(Saved entries)

BEGIN

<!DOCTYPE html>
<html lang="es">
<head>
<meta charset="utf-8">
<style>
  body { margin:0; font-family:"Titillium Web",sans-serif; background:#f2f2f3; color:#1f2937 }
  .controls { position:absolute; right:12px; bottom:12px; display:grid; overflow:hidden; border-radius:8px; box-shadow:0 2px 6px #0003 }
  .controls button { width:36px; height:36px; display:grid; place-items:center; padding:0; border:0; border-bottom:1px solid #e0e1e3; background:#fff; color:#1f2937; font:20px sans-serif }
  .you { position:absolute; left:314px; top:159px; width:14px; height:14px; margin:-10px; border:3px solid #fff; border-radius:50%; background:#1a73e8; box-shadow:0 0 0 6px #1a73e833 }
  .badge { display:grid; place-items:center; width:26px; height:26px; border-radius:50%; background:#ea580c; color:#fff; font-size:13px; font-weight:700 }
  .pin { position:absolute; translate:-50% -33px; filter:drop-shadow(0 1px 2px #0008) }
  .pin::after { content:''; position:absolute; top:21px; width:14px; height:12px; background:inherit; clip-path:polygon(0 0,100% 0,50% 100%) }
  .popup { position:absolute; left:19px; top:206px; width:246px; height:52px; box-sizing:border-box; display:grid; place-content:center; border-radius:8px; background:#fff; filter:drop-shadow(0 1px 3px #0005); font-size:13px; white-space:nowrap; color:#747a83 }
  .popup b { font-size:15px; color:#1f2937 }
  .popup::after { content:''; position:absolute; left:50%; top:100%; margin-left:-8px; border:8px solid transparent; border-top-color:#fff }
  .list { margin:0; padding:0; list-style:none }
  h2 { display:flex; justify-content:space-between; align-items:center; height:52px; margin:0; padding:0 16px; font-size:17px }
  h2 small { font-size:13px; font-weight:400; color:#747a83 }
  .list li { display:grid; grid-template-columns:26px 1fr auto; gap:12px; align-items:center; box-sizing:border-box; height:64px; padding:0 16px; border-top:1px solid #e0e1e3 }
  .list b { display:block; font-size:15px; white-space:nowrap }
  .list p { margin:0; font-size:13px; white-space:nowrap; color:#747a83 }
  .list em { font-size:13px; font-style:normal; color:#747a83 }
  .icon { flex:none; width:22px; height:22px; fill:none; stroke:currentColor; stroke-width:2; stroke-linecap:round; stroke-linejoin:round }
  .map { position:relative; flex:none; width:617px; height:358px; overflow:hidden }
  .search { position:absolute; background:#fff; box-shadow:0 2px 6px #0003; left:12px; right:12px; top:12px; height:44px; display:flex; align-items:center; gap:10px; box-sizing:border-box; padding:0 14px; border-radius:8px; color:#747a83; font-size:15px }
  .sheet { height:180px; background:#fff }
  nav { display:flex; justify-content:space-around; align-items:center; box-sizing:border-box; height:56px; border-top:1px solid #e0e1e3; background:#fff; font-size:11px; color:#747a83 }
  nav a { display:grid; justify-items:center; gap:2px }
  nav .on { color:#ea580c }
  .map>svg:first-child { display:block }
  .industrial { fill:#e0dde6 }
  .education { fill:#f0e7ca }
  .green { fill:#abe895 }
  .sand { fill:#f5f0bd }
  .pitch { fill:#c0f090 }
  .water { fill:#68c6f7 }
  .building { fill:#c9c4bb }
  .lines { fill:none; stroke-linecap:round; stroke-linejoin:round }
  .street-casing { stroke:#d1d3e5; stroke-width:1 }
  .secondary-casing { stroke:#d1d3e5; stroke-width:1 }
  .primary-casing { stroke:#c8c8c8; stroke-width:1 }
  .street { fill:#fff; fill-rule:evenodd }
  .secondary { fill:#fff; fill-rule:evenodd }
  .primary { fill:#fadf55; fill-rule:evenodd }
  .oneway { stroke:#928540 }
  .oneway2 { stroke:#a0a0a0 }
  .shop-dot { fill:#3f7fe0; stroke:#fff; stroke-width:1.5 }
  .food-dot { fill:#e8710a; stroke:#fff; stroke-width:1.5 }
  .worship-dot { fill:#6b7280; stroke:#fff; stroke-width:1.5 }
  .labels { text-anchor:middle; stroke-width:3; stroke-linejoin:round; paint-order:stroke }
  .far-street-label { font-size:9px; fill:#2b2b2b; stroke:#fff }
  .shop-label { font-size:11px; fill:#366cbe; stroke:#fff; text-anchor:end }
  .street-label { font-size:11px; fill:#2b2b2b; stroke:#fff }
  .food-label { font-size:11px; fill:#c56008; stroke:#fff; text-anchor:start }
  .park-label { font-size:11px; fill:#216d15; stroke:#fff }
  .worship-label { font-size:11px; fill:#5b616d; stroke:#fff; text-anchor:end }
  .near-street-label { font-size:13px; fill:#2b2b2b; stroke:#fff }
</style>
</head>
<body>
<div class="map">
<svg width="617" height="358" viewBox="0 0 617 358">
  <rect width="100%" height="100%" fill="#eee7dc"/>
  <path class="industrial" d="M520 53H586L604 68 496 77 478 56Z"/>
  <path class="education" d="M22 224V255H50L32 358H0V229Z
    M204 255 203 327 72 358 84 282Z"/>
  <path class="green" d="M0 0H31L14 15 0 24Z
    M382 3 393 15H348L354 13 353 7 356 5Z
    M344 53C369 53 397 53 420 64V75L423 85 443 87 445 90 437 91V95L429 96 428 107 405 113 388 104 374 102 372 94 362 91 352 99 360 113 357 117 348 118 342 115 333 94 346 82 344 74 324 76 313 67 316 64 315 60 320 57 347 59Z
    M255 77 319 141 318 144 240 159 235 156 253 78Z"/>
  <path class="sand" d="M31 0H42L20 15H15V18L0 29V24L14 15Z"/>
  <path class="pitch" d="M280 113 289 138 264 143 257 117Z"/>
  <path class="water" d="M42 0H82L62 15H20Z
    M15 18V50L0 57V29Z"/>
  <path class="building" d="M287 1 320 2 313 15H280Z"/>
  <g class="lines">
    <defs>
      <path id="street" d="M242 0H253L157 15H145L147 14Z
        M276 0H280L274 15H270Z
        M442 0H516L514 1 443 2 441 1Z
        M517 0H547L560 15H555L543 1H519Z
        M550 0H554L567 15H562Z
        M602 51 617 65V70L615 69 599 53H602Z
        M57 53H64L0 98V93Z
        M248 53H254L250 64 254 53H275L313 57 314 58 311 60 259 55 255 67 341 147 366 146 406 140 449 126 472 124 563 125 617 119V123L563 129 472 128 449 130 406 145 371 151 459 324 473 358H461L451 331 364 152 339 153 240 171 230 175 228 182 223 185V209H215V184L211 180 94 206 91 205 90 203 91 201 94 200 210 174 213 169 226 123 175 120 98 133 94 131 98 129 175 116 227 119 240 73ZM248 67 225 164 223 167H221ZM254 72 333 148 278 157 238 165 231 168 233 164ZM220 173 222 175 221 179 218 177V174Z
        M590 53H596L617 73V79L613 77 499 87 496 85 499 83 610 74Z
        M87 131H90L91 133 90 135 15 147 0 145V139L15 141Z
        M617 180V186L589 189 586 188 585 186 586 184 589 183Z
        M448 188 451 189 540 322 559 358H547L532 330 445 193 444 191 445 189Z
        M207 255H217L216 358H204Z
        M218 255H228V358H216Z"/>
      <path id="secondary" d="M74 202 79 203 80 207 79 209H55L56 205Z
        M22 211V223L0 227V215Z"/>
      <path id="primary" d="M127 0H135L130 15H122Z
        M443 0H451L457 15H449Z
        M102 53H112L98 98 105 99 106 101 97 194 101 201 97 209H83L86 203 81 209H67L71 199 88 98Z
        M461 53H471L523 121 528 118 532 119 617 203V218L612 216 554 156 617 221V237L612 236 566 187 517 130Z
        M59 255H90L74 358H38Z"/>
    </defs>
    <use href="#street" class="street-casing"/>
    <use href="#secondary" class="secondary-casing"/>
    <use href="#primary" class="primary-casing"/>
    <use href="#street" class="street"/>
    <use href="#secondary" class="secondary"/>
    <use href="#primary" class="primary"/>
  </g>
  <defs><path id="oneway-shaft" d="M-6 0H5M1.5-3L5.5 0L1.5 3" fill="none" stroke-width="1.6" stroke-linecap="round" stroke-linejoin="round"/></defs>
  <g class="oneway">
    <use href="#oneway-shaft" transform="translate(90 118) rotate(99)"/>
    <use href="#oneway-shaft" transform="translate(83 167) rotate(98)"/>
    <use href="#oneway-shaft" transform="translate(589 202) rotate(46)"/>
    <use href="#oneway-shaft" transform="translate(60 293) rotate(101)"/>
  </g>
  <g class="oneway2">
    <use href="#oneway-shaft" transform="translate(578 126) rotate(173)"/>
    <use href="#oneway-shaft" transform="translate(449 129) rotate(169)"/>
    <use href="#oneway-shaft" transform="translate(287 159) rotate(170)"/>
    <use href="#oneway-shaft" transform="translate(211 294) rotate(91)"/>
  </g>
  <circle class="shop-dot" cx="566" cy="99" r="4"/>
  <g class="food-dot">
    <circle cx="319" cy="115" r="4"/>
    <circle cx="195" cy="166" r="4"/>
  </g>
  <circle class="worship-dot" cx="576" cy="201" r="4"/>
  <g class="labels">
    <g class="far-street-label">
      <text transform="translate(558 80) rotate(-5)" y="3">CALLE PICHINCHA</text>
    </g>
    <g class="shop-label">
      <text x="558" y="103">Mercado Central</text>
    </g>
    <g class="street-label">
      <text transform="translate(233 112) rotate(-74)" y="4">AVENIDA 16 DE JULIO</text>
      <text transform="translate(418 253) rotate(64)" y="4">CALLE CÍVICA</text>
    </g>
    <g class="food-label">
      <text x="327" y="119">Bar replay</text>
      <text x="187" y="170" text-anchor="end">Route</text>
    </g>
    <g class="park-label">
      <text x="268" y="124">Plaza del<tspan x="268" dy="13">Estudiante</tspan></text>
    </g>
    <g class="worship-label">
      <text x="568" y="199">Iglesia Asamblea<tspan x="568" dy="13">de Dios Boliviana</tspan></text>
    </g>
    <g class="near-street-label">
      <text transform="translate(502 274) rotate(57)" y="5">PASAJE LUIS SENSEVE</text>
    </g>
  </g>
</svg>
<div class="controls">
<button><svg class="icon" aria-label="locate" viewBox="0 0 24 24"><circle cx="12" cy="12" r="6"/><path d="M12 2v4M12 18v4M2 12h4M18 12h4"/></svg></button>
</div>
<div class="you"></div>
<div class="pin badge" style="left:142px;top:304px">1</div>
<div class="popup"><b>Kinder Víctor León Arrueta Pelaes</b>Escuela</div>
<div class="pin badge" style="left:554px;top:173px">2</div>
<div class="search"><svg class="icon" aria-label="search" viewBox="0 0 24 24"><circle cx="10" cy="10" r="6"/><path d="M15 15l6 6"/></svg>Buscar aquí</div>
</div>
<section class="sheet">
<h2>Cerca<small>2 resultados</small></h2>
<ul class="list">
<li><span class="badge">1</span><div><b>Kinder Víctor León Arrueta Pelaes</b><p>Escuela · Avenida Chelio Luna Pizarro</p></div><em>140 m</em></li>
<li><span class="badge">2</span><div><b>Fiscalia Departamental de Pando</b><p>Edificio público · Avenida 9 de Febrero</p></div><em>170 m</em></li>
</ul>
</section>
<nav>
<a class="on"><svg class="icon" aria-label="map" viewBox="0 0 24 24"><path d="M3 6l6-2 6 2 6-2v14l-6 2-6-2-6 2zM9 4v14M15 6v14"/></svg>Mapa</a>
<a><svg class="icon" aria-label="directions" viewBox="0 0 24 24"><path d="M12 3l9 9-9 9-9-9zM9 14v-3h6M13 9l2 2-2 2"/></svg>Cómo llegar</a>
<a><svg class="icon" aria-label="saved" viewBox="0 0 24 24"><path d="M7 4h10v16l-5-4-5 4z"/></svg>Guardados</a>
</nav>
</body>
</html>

END

# [Instructions to follow]
Which lines above hold the string "hidden"? Show each of them.

# [Completed task]
  .controls { position:absolute; right:12px; bottom:12px; display:grid; overflow:hidden; border-radius:8px; box-shadow:0 2px 6px #0003 }
  .map { position:relative; flex:none; width:617px; height:358px; overflow:hidden }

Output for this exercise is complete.